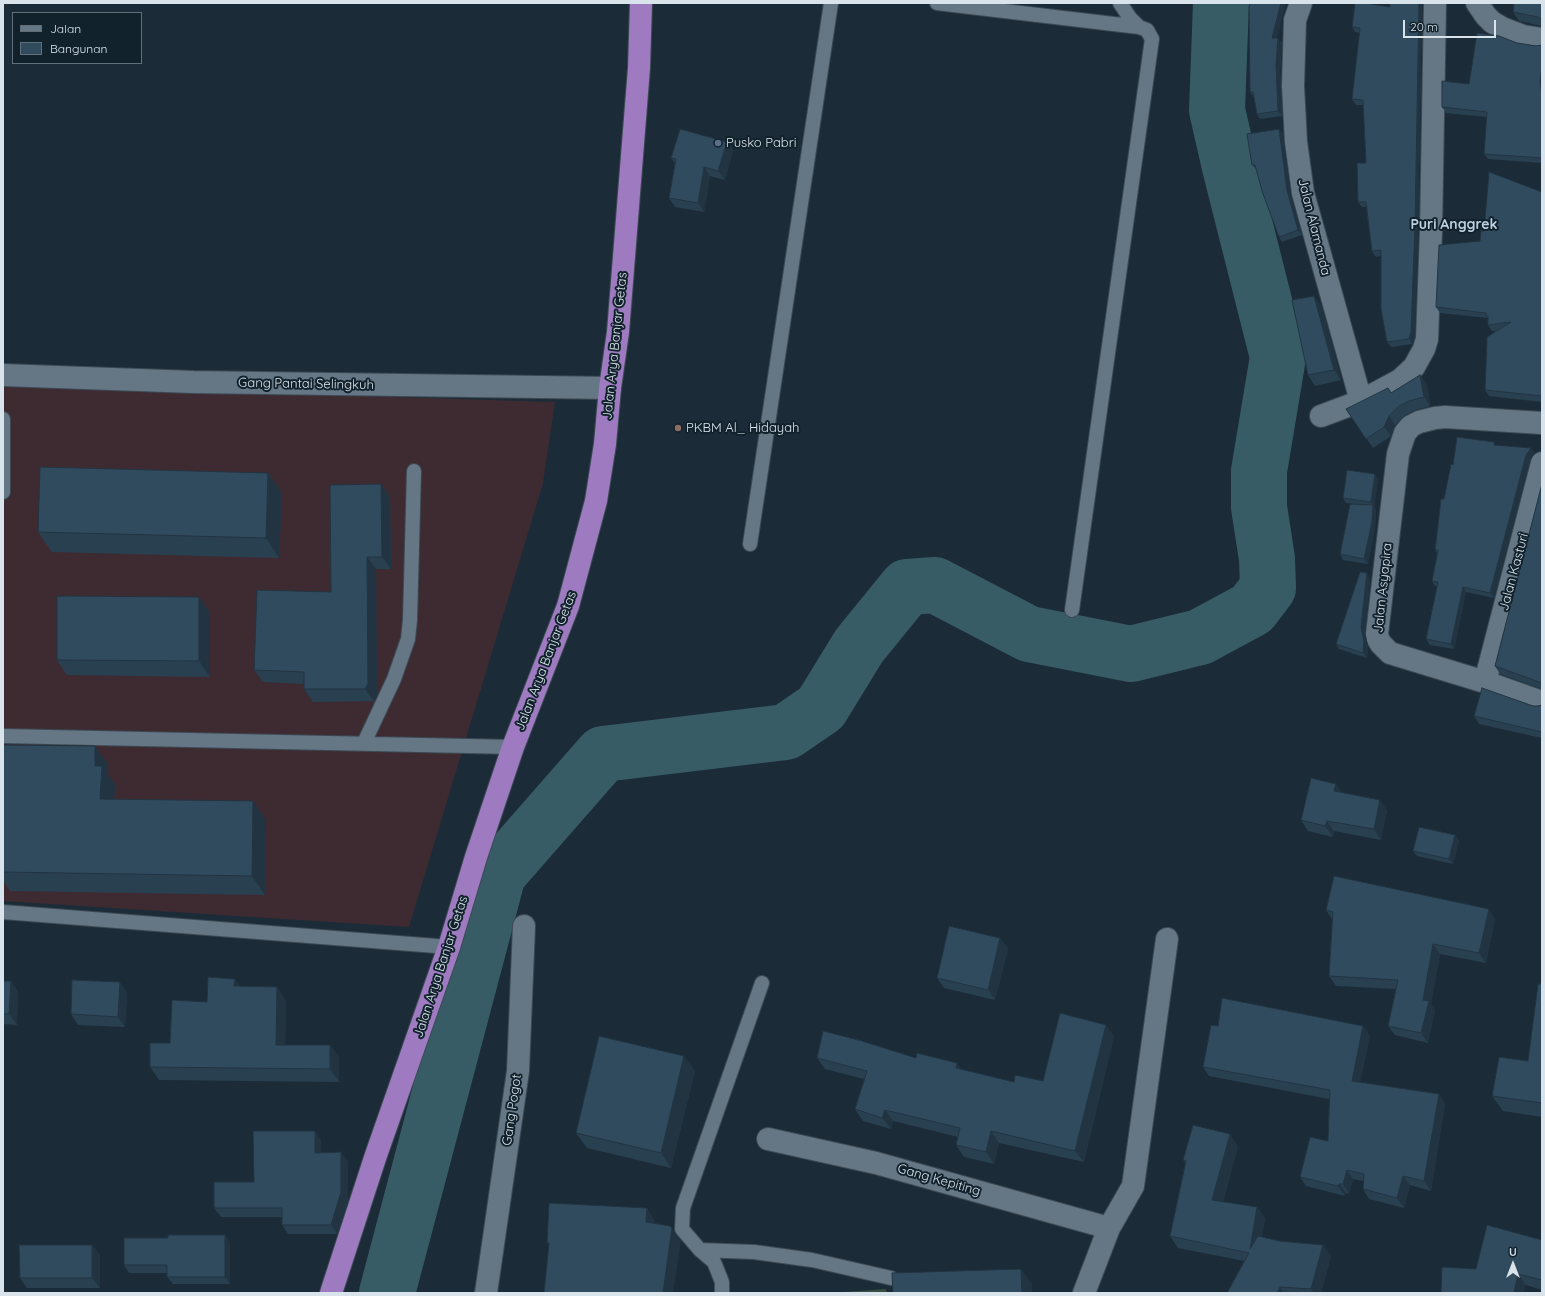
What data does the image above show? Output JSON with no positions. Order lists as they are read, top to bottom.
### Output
{
  "streets": {
    "highway": ["Jalan Arya Banjar Getas"],
    "street": [
      "Jalan Alamanda",
      "Gang Pantai Selingkuh",
      "Jalan Kasturi",
      "Jalan Asyapira",
      "Gang Pogot",
      "Gang Kepiting"
    ]
  },
  "crossings": [
    ["Jalan Arya Banjar Getas", "Gang Pantai Selingkuh"],
    ["Jalan Kasturi", "Jalan Asyapira"]
  ],
  "districts": ["Puri Anggrek"],
  "places": ["Pusko Pabri", "PKBM Al_ Hidayah"],
  "legend": ["Jalan", "Bangunan"],
  "scale_bar": "20 m",
  "north": "top"
}
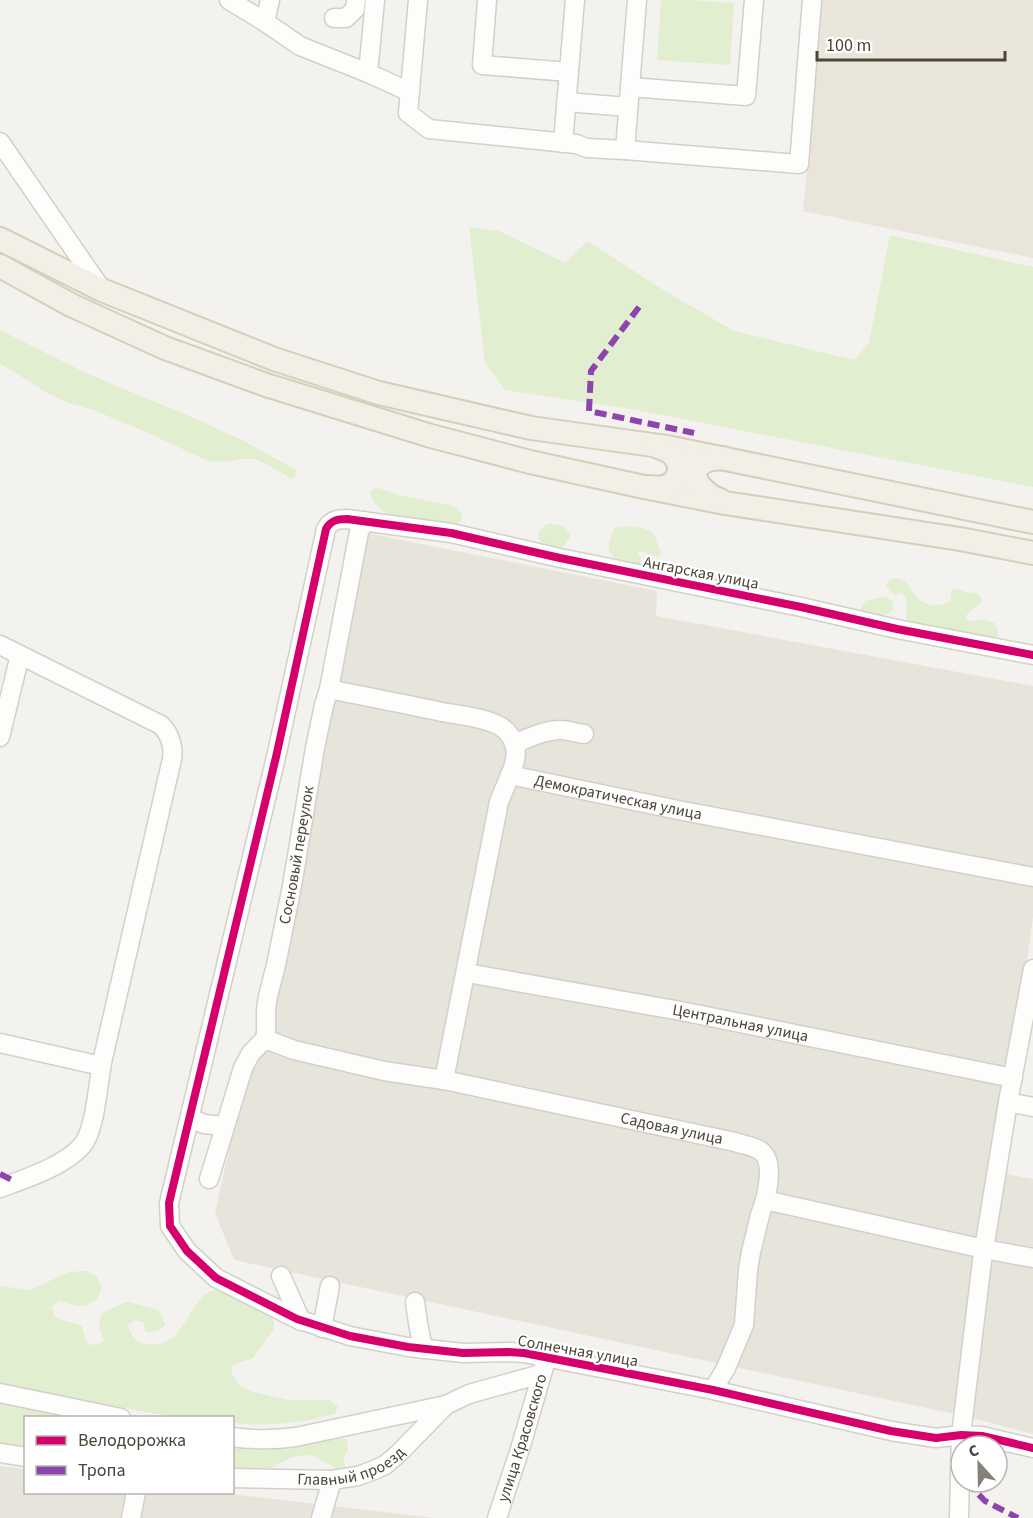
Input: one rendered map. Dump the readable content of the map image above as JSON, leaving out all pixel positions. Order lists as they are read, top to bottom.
{
  "streets": {
    "street": [
      "Ангарская улица",
      "Демократическая улица",
      "Сосновый переулок",
      "Центральная улица",
      "Садовая улица",
      "Солнечная улица",
      "улица Красовского",
      "Главный проезд"
    ]
  },
  "crossings": [
    ["Ангарская улица", "Сосновый переулок"],
    ["Ангарская улица", "Солнечная улица"],
    ["Демократическая улица", "Центральная улица"],
    ["Демократическая улица", "Садовая улица"],
    ["Сосновый переулок", "Садовая улица"],
    ["Солнечная улица", "улица Красовского"]
  ],
  "legend": ["Велодорожка", "Тропа"],
  "scale_bar": "100 m",
  "north": "top"
}
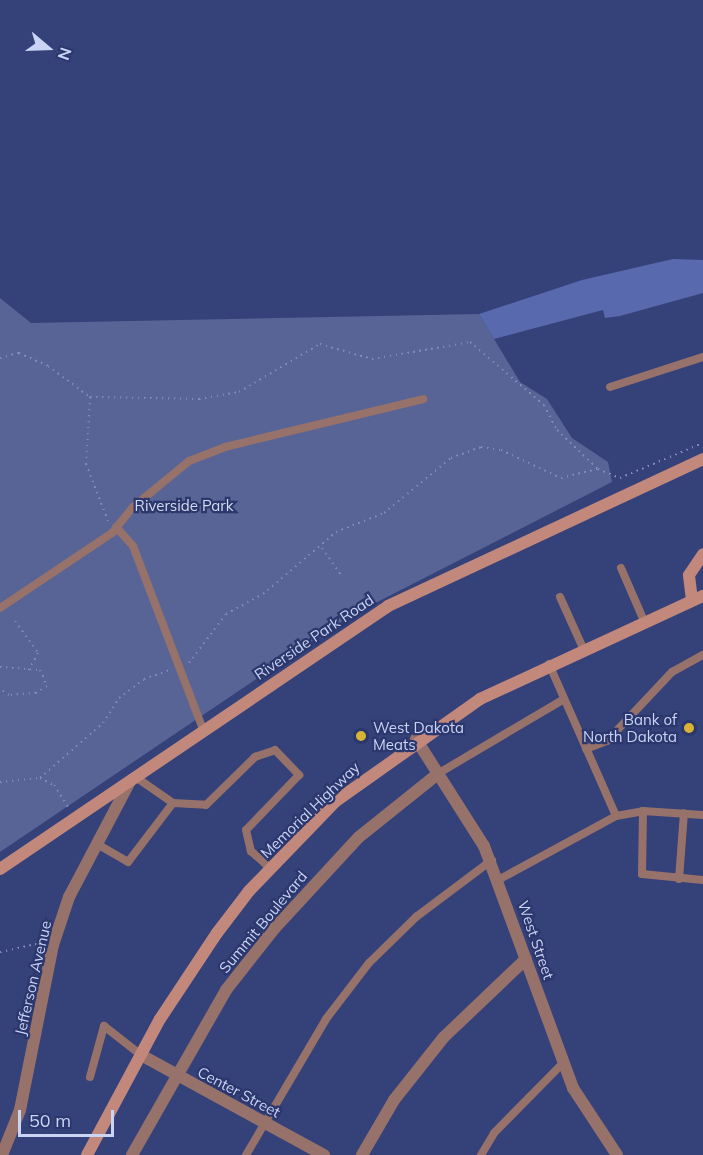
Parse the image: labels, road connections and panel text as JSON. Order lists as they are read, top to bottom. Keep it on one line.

__WORK REQUIRED__. Wherever a picture appears in the records above, skip it and retype everything else exactly.

__RESPONSE TO THE TASK__.
What data does the image above show? Output JSON with no positions. Order lists as they are read, top to bottom.
### Output
{
  "streets": {
    "highway": ["Jalan Arya Banjar Getas"],
    "street": [
      "Jalan Alamanda",
      "Gang Pantai Selingkuh",
      "Jalan Kasturi",
      "Jalan Asyapira",
      "Gang Pogot",
      "Gang Kepiting"
    ]
  },
  "crossings": [
    ["Jalan Arya Banjar Getas", "Gang Pantai Selingkuh"],
    ["Jalan Kasturi", "Jalan Asyapira"]
  ],
  "districts": ["Puri Anggrek"],
  "places": ["Pusko Pabri", "PKBM Al_ Hidayah"],
  "legend": ["Jalan", "Bangunan"],
  "scale_bar": "20 m",
  "north": "top"
}
Input: one rendered map. Dump the readable content of the map image above as JSON, leaving out all pixel positions. Order lists as they are read, top to bottom.
{
  "streets": {
    "street": [
      "Ангарская улица",
      "Демократическая улица",
      "Сосновый переулок",
      "Центральная улица",
      "Садовая улица",
      "Солнечная улица",
      "улица Красовского",
      "Главный проезд"
    ]
  },
  "crossings": [
    ["Ангарская улица", "Сосновый переулок"],
    ["Ангарская улица", "Солнечная улица"],
    ["Демократическая улица", "Центральная улица"],
    ["Демократическая улица", "Садовая улица"],
    ["Сосновый переулок", "Садовая улица"],
    ["Солнечная улица", "улица Красовского"]
  ],
  "legend": ["Велодорожка", "Тропа"],
  "scale_bar": "100 m",
  "north": "top"
}
Parse the image: labels, road connections and panel text as JSON. Order lists as they are read, top to bottom. Keep it on one line.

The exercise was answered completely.